It appears that the answer to my question begins here, https://github.com/maidsafe/routing/blob/master/src/routing_table/mod.rs#L523, where all sections of a routing table are iterated over, https://github.com/maidsafe/routing/blob/master/src/routing_table/mod.rs#L309, to find the closest nodes to a given XorName.
Sections, https://github.com/maidsafe/routing/blob/master/src/routing_table/mod.rs#L132, are made up of
BTreeMap's, where each section
Prefix key corresponds to a tuple value composed of a version and a
BTreeSet of section member
I’m reading about BTreeMap performance:
In theory, a binary search tree (BST) is the optimal choice for a sorted map, as a perfectly balanced BST performs the theoretical minimum amount of comparisons necessary to find an element (log2n). However, in practice the way this is done is very inefficient for modern computer architectures.
Currently, our implementation simply performs naive linear search. This provides excellent performance on small nodes of elements which are cheap to compare. However in the future we would like to further explore choosing the optimal search strategy based on the choice of B, and possibly other factors. Using linear search, searching for a random element is expected to take O(B logBn) comparisons, which is generally worse than a BST. In practice, however, performance is excellent.
It appears that the answer is that we are using linear search and that it performs excellently. I was originally assuming that all possible ID’s in the 256-bit range were being traversed, to find the closest nodes to a given
XorName. On the contrary, known names are being compared, section by section.
Further reading, not for deep research but just to become basically acquainted:
- Big O notation: these appear to express performance costs of operations?
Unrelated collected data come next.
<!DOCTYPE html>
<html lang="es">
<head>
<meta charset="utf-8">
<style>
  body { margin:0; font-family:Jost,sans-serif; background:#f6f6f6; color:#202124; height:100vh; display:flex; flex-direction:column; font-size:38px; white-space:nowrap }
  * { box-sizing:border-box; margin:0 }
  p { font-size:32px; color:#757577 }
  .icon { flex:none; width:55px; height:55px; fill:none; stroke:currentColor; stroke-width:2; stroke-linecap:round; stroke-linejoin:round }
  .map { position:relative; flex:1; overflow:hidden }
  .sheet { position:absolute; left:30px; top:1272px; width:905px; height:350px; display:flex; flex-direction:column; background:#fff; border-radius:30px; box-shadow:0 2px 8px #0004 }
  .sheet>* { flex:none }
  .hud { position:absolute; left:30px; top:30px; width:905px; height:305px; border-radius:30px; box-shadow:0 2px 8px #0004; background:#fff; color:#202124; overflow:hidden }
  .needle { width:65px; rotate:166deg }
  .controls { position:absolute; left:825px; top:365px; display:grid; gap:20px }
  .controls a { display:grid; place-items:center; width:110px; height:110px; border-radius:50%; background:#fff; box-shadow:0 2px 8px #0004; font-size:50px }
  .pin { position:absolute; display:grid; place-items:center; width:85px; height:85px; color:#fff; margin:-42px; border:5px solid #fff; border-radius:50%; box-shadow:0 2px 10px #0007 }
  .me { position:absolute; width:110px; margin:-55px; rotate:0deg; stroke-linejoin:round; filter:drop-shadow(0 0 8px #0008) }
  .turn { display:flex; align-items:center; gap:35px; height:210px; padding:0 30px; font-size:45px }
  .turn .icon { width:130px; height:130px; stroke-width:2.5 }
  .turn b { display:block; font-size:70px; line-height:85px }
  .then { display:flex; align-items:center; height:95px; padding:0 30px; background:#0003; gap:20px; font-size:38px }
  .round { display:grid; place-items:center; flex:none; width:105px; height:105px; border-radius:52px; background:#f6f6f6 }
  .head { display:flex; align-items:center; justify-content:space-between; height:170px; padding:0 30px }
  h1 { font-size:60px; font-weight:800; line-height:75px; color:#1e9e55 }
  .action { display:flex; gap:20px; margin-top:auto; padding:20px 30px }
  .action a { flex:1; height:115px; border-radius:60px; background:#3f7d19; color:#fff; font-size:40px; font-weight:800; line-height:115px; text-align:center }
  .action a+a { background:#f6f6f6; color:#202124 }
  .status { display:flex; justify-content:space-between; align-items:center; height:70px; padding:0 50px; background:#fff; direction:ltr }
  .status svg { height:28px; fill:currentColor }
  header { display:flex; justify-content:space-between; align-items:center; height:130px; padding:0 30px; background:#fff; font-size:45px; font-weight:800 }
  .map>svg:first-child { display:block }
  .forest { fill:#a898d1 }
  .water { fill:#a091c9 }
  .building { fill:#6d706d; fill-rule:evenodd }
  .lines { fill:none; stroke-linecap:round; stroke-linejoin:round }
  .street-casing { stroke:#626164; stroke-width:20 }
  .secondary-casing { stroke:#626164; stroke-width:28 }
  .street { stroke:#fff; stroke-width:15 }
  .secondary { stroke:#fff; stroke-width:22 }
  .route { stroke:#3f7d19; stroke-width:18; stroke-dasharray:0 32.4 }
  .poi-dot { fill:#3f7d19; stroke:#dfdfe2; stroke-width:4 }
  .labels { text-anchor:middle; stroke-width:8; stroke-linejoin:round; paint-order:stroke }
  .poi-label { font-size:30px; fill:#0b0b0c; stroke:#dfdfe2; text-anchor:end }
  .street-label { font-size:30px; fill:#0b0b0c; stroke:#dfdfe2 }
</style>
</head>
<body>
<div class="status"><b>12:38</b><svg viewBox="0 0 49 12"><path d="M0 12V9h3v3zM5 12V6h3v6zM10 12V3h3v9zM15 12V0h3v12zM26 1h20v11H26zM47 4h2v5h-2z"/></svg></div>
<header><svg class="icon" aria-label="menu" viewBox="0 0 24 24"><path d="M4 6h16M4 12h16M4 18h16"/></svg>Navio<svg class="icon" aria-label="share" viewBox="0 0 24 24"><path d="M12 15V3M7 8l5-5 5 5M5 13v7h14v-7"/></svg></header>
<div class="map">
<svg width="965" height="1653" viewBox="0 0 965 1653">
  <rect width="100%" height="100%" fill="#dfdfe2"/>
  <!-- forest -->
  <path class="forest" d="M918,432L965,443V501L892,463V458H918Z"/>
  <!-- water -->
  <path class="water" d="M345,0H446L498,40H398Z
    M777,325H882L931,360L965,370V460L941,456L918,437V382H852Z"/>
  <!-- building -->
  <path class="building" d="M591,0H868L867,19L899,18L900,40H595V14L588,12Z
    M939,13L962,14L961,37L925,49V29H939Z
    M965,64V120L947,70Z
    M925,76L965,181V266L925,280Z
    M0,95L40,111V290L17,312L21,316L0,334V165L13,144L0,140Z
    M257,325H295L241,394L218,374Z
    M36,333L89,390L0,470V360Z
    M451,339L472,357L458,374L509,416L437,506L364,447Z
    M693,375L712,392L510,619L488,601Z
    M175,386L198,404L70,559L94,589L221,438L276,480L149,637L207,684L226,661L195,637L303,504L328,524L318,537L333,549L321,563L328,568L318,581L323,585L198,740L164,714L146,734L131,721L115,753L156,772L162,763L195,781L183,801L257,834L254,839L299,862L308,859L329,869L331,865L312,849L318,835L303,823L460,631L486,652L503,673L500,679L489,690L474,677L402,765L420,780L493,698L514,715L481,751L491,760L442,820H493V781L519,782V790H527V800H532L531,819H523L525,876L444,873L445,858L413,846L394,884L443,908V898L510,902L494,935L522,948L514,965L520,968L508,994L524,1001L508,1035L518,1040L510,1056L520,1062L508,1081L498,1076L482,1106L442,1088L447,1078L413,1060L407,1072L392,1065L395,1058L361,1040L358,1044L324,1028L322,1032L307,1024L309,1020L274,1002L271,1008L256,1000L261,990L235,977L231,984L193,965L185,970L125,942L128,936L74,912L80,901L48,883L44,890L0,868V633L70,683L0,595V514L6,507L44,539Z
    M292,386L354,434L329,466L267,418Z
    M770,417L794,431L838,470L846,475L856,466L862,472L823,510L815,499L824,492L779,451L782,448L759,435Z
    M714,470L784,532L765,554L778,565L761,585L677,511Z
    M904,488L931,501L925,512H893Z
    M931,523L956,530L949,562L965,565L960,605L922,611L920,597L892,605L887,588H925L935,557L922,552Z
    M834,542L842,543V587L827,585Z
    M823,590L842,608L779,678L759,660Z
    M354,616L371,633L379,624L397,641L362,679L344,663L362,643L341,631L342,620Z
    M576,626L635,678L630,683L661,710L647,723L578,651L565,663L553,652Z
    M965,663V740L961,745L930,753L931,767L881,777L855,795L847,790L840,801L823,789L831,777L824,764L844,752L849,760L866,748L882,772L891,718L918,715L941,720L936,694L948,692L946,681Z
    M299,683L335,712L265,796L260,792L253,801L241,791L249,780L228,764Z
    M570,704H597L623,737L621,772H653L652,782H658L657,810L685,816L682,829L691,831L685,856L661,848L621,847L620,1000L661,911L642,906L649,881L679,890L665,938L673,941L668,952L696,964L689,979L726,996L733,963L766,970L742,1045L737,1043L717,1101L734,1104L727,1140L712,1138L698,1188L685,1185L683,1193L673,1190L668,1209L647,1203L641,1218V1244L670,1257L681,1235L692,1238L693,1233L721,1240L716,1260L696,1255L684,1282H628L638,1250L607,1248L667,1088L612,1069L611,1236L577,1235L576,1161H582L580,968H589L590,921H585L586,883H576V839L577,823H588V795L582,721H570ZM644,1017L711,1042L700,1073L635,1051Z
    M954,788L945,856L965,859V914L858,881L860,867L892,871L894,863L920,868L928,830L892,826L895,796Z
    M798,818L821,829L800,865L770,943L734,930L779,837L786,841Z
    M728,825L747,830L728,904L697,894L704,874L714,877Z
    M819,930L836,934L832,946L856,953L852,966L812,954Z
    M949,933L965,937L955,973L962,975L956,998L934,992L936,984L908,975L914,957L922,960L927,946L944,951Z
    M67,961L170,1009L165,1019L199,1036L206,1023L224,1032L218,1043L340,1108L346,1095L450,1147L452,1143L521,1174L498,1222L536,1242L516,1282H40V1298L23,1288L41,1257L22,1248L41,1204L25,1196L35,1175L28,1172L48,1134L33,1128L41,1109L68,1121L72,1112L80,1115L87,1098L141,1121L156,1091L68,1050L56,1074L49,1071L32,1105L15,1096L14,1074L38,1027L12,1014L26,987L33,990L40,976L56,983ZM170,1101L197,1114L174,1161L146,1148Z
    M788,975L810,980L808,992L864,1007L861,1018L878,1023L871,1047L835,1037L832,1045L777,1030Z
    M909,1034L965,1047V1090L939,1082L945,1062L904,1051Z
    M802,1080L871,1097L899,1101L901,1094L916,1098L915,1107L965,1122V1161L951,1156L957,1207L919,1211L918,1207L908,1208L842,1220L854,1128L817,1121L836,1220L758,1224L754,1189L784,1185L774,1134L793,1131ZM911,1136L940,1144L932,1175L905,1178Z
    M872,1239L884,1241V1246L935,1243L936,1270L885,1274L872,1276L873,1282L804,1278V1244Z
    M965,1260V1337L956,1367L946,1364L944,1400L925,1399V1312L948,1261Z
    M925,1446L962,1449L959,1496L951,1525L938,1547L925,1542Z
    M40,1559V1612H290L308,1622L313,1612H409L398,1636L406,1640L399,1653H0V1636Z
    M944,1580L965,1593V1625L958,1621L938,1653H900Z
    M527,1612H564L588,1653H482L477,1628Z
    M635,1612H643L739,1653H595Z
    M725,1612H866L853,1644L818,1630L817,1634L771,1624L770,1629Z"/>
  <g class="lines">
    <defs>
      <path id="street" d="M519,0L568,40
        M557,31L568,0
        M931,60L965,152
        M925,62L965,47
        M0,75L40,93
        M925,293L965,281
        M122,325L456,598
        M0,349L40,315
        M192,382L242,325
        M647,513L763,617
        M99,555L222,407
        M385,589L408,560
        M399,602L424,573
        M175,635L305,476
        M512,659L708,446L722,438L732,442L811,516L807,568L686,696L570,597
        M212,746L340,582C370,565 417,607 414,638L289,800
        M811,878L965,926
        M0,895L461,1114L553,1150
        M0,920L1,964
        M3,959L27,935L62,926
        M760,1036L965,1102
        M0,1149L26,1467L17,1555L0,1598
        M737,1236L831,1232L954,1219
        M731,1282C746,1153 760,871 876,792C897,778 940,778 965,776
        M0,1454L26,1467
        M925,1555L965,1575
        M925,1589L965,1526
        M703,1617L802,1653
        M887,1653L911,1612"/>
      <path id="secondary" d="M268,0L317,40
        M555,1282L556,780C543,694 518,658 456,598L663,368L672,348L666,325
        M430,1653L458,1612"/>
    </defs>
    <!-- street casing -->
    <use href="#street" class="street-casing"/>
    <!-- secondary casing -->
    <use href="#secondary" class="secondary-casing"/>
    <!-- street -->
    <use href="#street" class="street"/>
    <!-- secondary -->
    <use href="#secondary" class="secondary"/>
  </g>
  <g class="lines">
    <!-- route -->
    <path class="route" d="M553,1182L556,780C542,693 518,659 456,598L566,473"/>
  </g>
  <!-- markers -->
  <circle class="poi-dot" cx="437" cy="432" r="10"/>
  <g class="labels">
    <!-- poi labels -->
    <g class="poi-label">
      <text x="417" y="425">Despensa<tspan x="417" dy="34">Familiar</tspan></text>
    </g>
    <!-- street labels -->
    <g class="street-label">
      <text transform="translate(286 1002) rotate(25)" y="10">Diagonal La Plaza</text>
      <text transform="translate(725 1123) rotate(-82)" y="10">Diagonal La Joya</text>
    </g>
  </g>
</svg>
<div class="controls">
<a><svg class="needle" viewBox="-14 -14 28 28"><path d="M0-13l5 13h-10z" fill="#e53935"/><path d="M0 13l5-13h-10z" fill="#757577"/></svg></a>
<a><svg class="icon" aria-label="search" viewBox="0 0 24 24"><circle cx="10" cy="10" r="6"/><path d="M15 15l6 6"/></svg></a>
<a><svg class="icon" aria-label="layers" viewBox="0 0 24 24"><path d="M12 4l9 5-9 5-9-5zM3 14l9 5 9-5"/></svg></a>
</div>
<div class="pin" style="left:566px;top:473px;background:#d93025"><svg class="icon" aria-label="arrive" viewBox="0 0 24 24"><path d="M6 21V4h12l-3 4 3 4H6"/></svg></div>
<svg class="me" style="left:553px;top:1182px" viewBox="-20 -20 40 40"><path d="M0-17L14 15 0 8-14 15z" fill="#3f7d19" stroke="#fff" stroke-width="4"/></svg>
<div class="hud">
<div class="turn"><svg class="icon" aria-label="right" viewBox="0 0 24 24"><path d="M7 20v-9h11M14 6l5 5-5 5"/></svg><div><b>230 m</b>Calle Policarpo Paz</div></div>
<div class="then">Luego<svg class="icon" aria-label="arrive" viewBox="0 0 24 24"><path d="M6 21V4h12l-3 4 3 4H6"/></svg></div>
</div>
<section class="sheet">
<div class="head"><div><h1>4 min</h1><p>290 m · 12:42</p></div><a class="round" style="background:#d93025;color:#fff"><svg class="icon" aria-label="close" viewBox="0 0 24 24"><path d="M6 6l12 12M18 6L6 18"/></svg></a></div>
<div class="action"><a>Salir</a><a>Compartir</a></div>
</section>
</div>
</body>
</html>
- Binary Search Tree: BST’s seems to be compared to
BTreeMap's in the Rust std collections docs. Are they simply a different type of data structure?
Using this hash collision calculator, http://everydayinternetstuff.com/2015/04/hash-collision-probability-calculator/, based on the article that @oetyng posted above:
With a 256-bit hash id range, we hit the first probability of
4.440892098500626e-16 for a hash collision when 10 decillion ID’s,
10_000_000_000_000_000_000_000_000_000_000 have been created.
It’s currently estimated that 2.5 Exabytes of data are created on the internet every day. Incorrectly assuming that this will remain constant, because I don’t understand the factors for the rate of increase over time, it would take 4 quintillion years,
4_000_000_000_000_000_000, to reach 10 decillion ID’s. The assumption is that each 1 Mb chunk of data has it’s own ID. I’m sure there is something I’ve missed or some miscalculation, but at the very least I can see the vast amount of time it would take to even consider hash collisions.